You're looking at Less Wrong's discussion board. This includes all posts, including those that haven't been promoted to the front page yet. For more information, see About Less Wrong.

pengvado comments on Singularity FAQ - Less Wrong Discussion

16 Post author: lukeprog 19 April 2011 05:27PM

You are viewing a comment permalink. View the original post to see all comments and the full post content.

Comments (34)

You are viewing a single comment's thread. Show more comments above.

Comment author: Alexandros 22 April 2011 11:22:58AM 1 point [-]

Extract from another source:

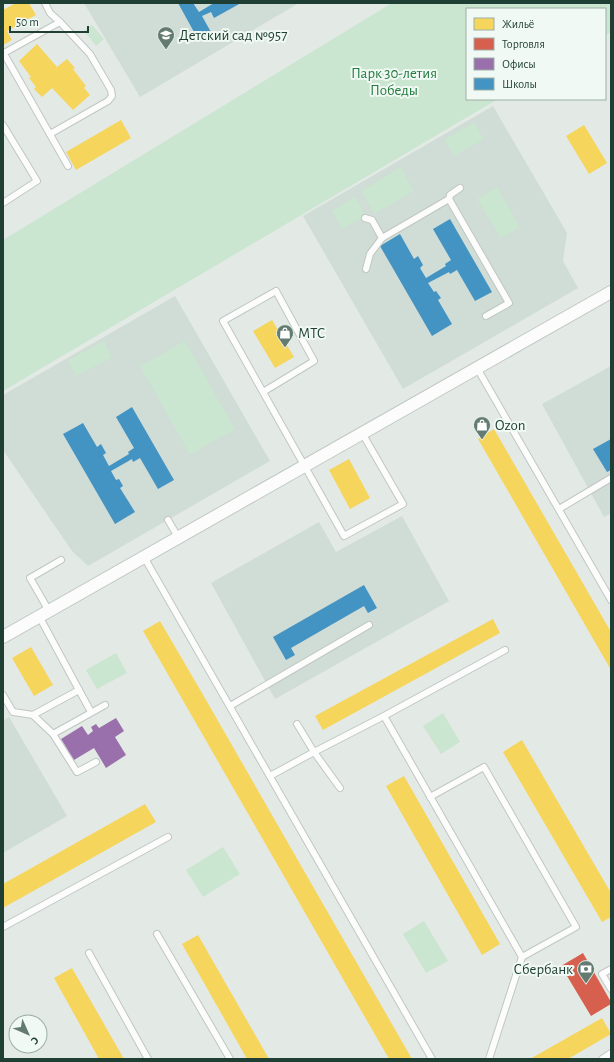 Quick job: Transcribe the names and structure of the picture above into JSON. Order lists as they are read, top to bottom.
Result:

(A) would be the case if the utility function was 'create a world where human desires don't need to be thwarted'. (and even then, depends on the definition of human). But the constraint is 'don't thwart human desires'.

I don't understand (B). If I desire to be able to change my mind, (which I do), wouldn't not being allowed to do so thwart said desire?

I also don't really understand how the result of (C) comes about.

Comment author: pengvado 23 April 2011 01:33:31AM *  1 point [-]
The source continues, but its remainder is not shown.